━━ Given data ━━

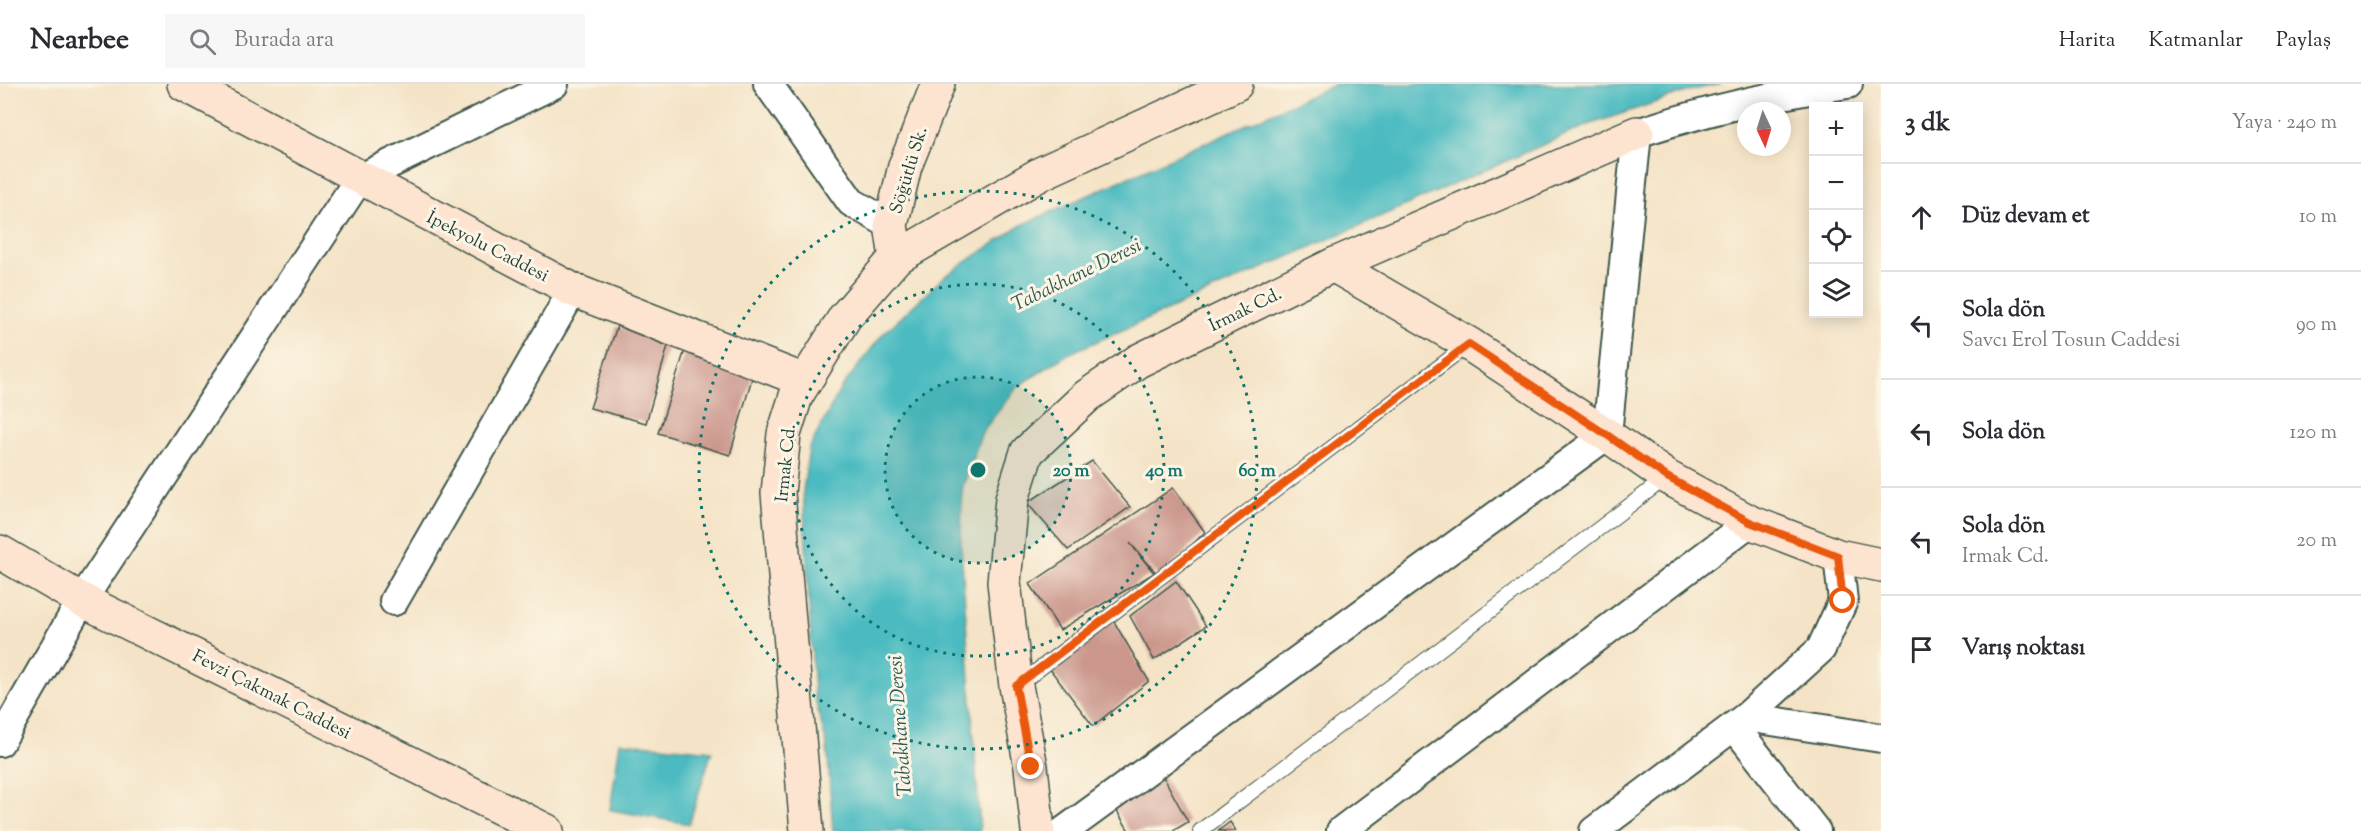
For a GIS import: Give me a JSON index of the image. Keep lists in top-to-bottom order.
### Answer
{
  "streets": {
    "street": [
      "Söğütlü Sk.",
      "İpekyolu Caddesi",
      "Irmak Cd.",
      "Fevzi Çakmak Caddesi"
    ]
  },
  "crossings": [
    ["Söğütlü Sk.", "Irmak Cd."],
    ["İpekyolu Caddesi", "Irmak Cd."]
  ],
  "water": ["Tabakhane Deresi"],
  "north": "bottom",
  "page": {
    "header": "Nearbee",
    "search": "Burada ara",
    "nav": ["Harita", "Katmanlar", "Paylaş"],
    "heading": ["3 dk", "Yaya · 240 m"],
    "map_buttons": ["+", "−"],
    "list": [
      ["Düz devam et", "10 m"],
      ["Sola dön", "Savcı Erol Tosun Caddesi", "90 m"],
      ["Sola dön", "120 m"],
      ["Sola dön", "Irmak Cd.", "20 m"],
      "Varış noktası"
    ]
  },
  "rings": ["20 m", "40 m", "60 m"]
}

━━━

» **Task statement**: From the material above, print everything exactly except the pictures.

» **Answer below**:
For a GIS import: Give me a JSON index of the image. Keep lists in top-to-bottom order.
### Answer
{
  "streets": {
    "street": [
      "Söğütlü Sk.",
      "İpekyolu Caddesi",
      "Irmak Cd.",
      "Fevzi Çakmak Caddesi"
    ]
  },
  "crossings": [
    ["Söğütlü Sk.", "Irmak Cd."],
    ["İpekyolu Caddesi", "Irmak Cd."]
  ],
  "water": ["Tabakhane Deresi"],
  "north": "bottom",
  "page": {
    "header": "Nearbee",
    "search": "Burada ara",
    "nav": ["Harita", "Katmanlar", "Paylaş"],
    "heading": ["3 dk", "Yaya · 240 m"],
    "map_buttons": ["+", "−"],
    "list": [
      ["Düz devam et", "10 m"],
      ["Sola dön", "Savcı Erol Tosun Caddesi", "90 m"],
      ["Sola dön", "120 m"],
      ["Sola dön", "Irmak Cd.", "20 m"],
      "Varış noktası"
    ]
  },
  "rings": ["20 m", "40 m", "60 m"]
}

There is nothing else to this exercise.